Create urls for full text articles in PLOS journals

Here's the URL for XML full text for the DOI 10.1371/journal.pone.0086169

full_text_urls(doi = '10.1371/journal.pone.0086169')
#> [1] "http://journals.plos.org/plosone/article/file?id=10.1371/journal.pone.0086169&type=manuscript"

And for the DOI 10.1371/journal.pbio.1001845

full_text_urls(doi = '10.1371/journal.pbio.1001845')
#> [1] "http://journals.plos.org/plosbiology/article/file?id=10.1371/journal.pbio.1001845&type=manuscript"

The function is vectorized, so you can pass in many DOIs

full_text_urls(doi = c('10.1371/journal.pone.0086169', 
                       '10.1371/journal.pbio.1001845'))
#> [1] "http://journals.plos.org/plosone/article/file?id=10.1371/journal.pone.0086169&type=manuscript"    
#> [2] "http://journals.plos.org/plosbiology/article/file?id=10.1371/journal.pbio.1001845&type=manuscript"

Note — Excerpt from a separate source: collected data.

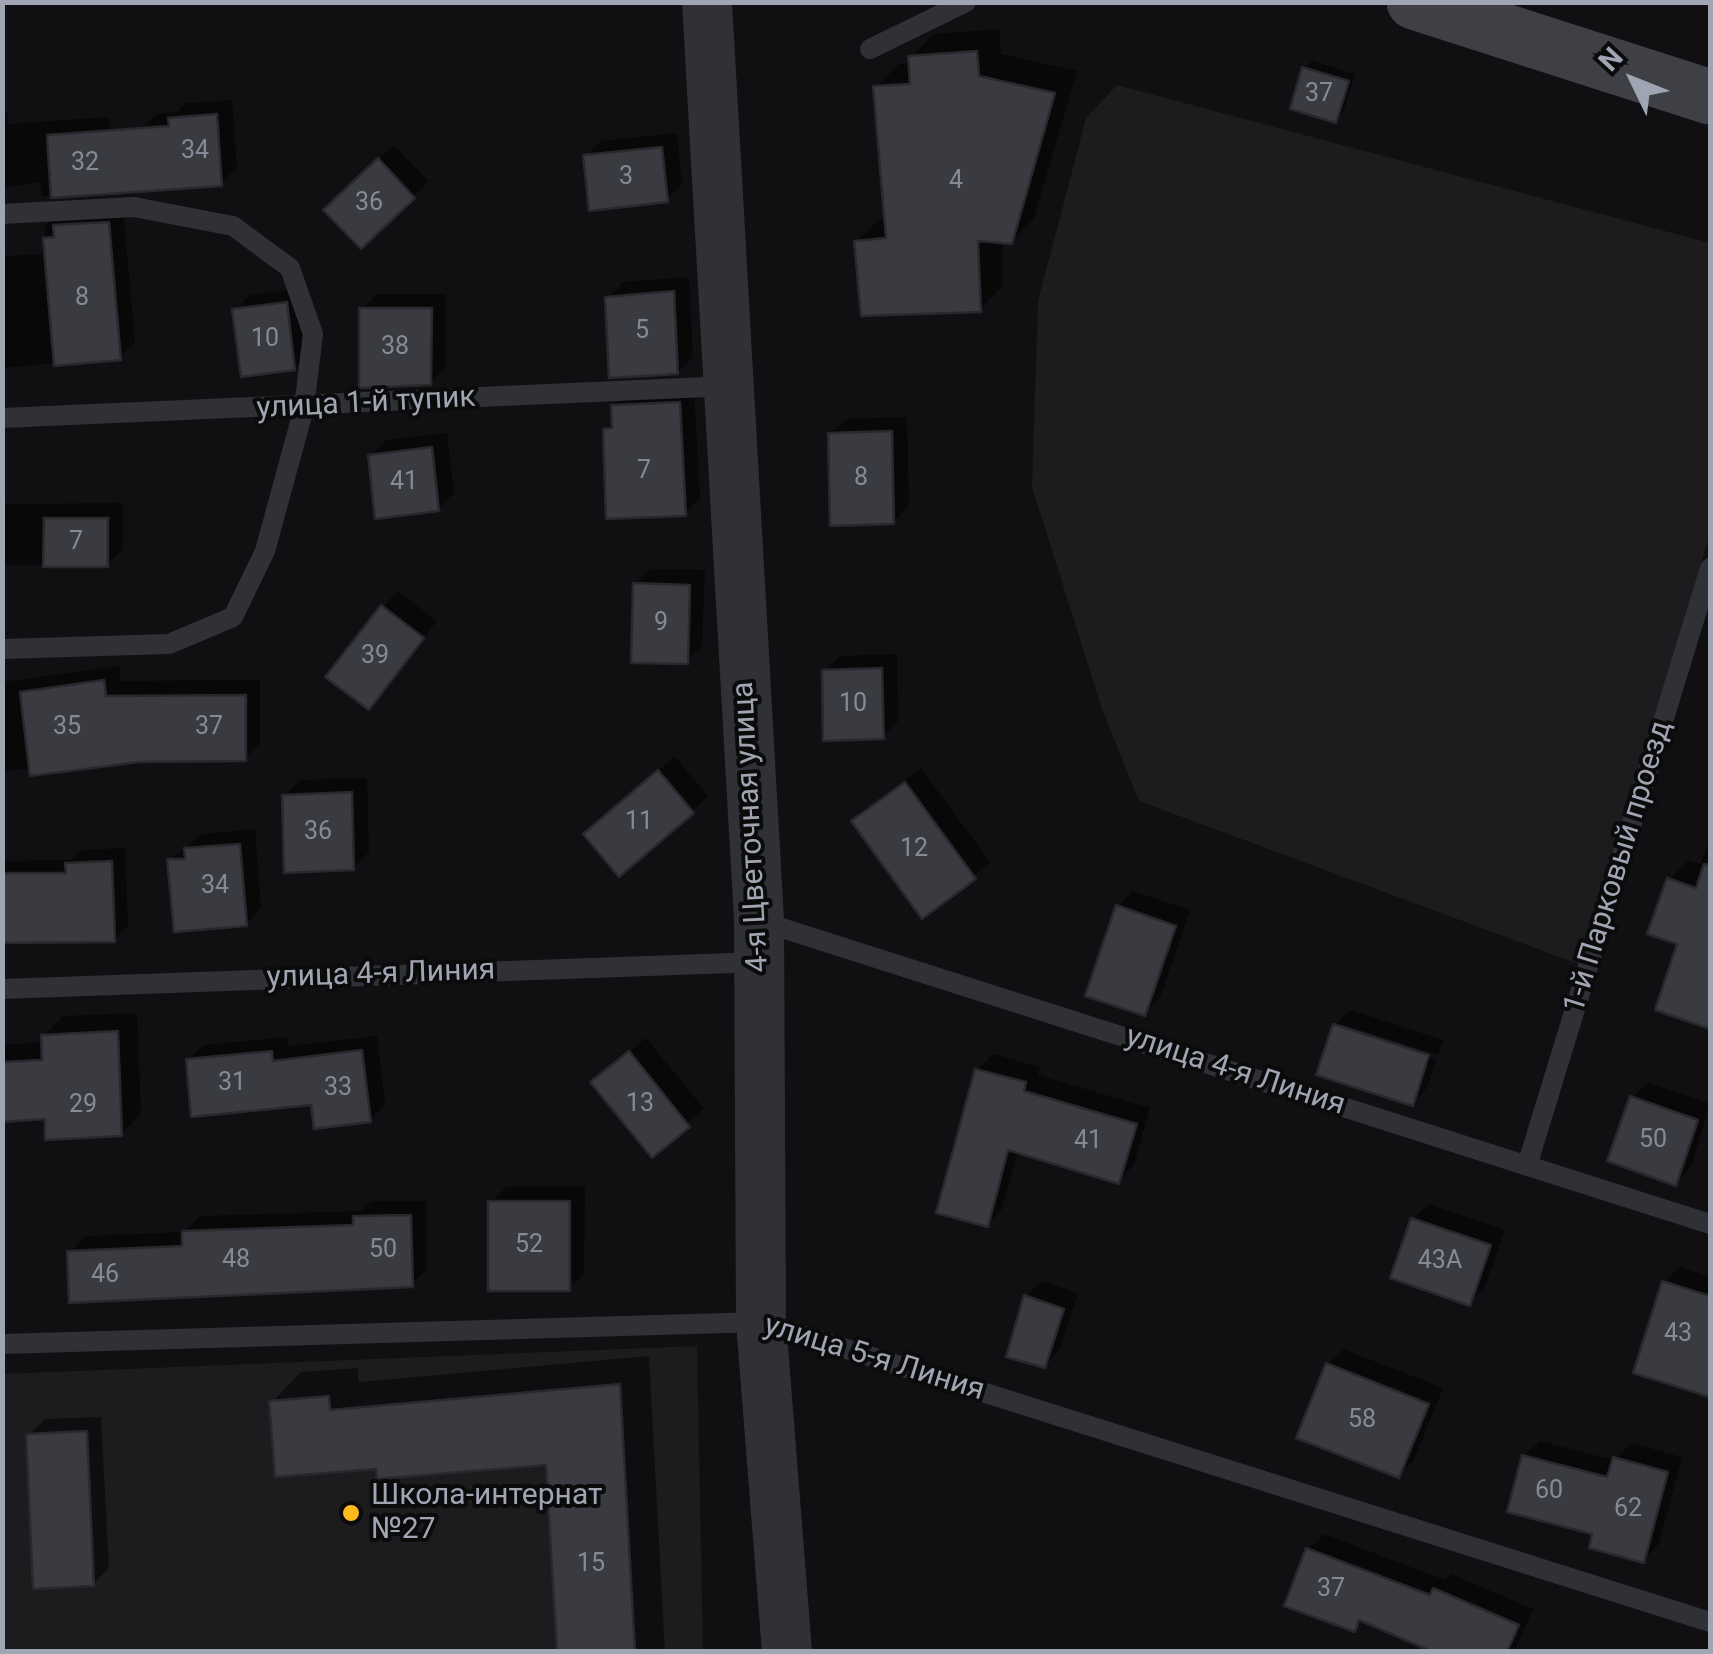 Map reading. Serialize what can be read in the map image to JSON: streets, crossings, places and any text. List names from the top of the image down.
{
  "streets": {
    "street": ["4-я Цветочная улица"],
    "lane": [
      "улица 1-й тупик",
      "1-й Парковый проезд",
      "улица 4-я Линия",
      "улица 5-я Линия"
    ]
  },
  "crossings": [
    ["улица 1-й тупик", "4-я Цветочная улица"],
    ["4-я Цветочная улица", "улица 4-я Линия"],
    ["4-я Цветочная улица", "улица 5-я Линия"],
    ["1-й Парковый проезд", "улица 4-я Линия"]
  ],
  "places": ["Школа-интернат №27"],
  "house_numbers": [
    "37",
    "34",
    "32",
    "3",
    "4",
    "36",
    "8",
    "5",
    "10",
    "38",
    "7",
    "8",
    "41",
    "7",
    "9",
    "39",
    "10",
    "35",
    "37",
    "11",
    "36",
    "12",
    "34",
    "31",
    "33",
    "13",
    "29",
    "50",
    "41",
    "52",
    "50",
    "48",
    "43А",
    "46",
    "43",
    "58",
    "60",
    "62",
    "15",
    "37"
  ],
  "north": "top left"
} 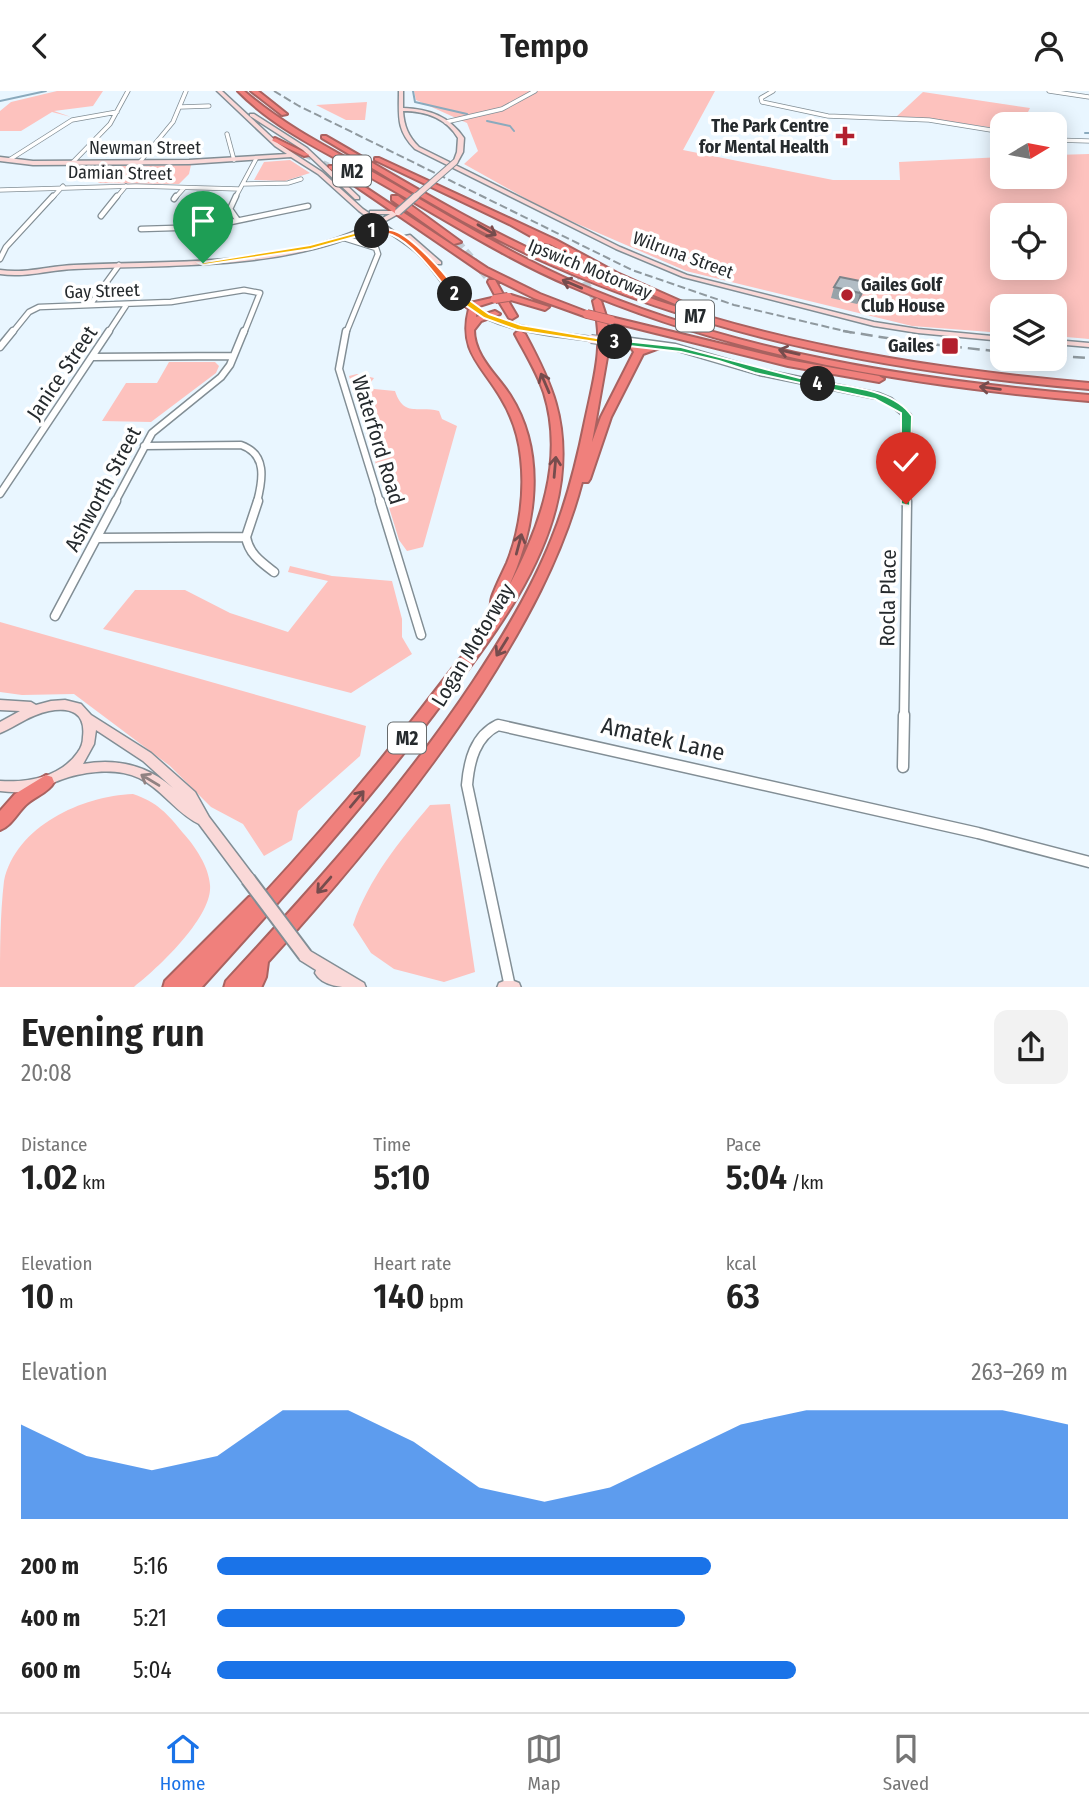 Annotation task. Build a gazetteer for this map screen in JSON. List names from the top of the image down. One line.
{"streets":{"highway":["M2","Ipswich Motorway","M7","Logan Motorway"],"main road":["Newman Street","Wilruna Street"],"street":["Damian Street","Gay Street","Janice Street","Waterford Road","Ashworth Street","Rocla Place","Amatek Lane"]},"crossings":[["M2","Ipswich Motorway"],["Gay Street","Janice Street"],["Gay Street","Ashworth Street"]],"places":{"health":["The Park Centre for Mental Health"],"other":["Gailes Golf Club House"],"transit":["Gailes"]},"north":"right","page":{"header":"Tempo","pins":["1","2","3","4"],"heading":["Evening run","20:08"],"stats":[["Distance","1.02 km"],["Time","5:10"],["Pace","5:04 /km"],["Elevation","10 m"],["Heart rate","140 bpm"],["kcal","63"]],"chart":["Elevation","263–269 m"],"list":[{"name":"200 m","note":"5:16"},{"name":"400 m","note":"5:21"},{"name":"600 m","note":"5:04"}],"tabs":["Home","Map","Saved"]}}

Use searchplos() to get a lot of DOIs, then get the URLs for full text XML

dois <- searchplos(q = "*:*", fq = 'doc_type:full', limit = 20)$data$id
full_text_urls(dois)
#>  [1] "http://journals.plos.org/plosone/article/file?id=10.1371/journal.pone.0044136&type=manuscript"
#>  [2] "http://journals.plos.org/plosone/article/file?id=10.1371/journal.pone.0155491&type=manuscript"
#>  [3] "http://journals.plos.org/plosone/article/file?id=10.1371/journal.pone.0168631&type=manuscript"
#>  [4] "http://journals.plos.org/plosone/article/file?id=10.1371/journal.pone.0058100&type=manuscript"
#>  [5] "http://journals.plos.org/plosone/article/file?id=10.1371/journal.pone.0168627&type=manuscript"
#>  [6] "http://journals.plos.org/plosone/article/file?id=10.1371/journal.pone.0184491&type=manuscript"
#>  [7] "http://journals.plos.org/plosone/article/file?id=10.1371/journal.pone.0155489&type=manuscript"
#>  [8] "http://journals.plos.org/plosone/article/file?id=10.1371/journal.pone.0072057&type=manuscript"
#>  [9] "http://journals.plos.org/plosone/article/file?id=10.1371/journal.pone.0127059&type=manuscript"
#> [10] "http://journals.plos.org/plosone/article/file?id=10.1371/journal.pone.0168605&type=manuscript"
#> [11] "http://journals.plos.org/plosone/article/file?id=10.1371/journal.pone.0058079&type=manuscript"
#> [12] "http://journals.plos.org/plosone/article/file?id=10.1371/journal.pone.0168602&type=manuscript"
#> [13] "http://journals.plos.org/plosone/article/file?id=10.1371/journal.pone.0044129&type=manuscript"
#> [14] "http://journals.plos.org/plosone/article/file?id=10.1371/journal.pone.0058091&type=manuscript"
#> [15] "http://journals.plos.org/plosone/article/file?id=10.1371/journal.pone.0184468&type=manuscript"
#> [16] "http://journals.plos.org/plosone/article/file?id=10.1371/journal.pone.0141298&type=manuscript"
#> [17] "http://journals.plos.org/plosone/article/file?id=10.1371/journal.pone.0168604&type=manuscript"
#> [18] "http://journals.plos.org/plosone/article/file?id=10.1371/journal.pone.0155469&type=manuscript"
#> [19] "http://journals.plos.org/plosone/article/file?id=10.1371/journal.pone.0184467&type=manuscript"
#> [20] "http://journals.plos.org/plosone/article/file?id=10.1371/journal.pone.0085513&type=manuscript"

Get XML

Get full text XML of PLOS papers given a DOI

plos_fulltext(doi = '10.1371/journal.pone.0086169')
#> 1 full-text articles retrieved 
#> Min. Length: 110717 - Max. Length: 110717 
#> DOIs: 10.1371/journal.pone.0086169 ... 
#> 
#> NOTE: extract xml strings like output['<doi>']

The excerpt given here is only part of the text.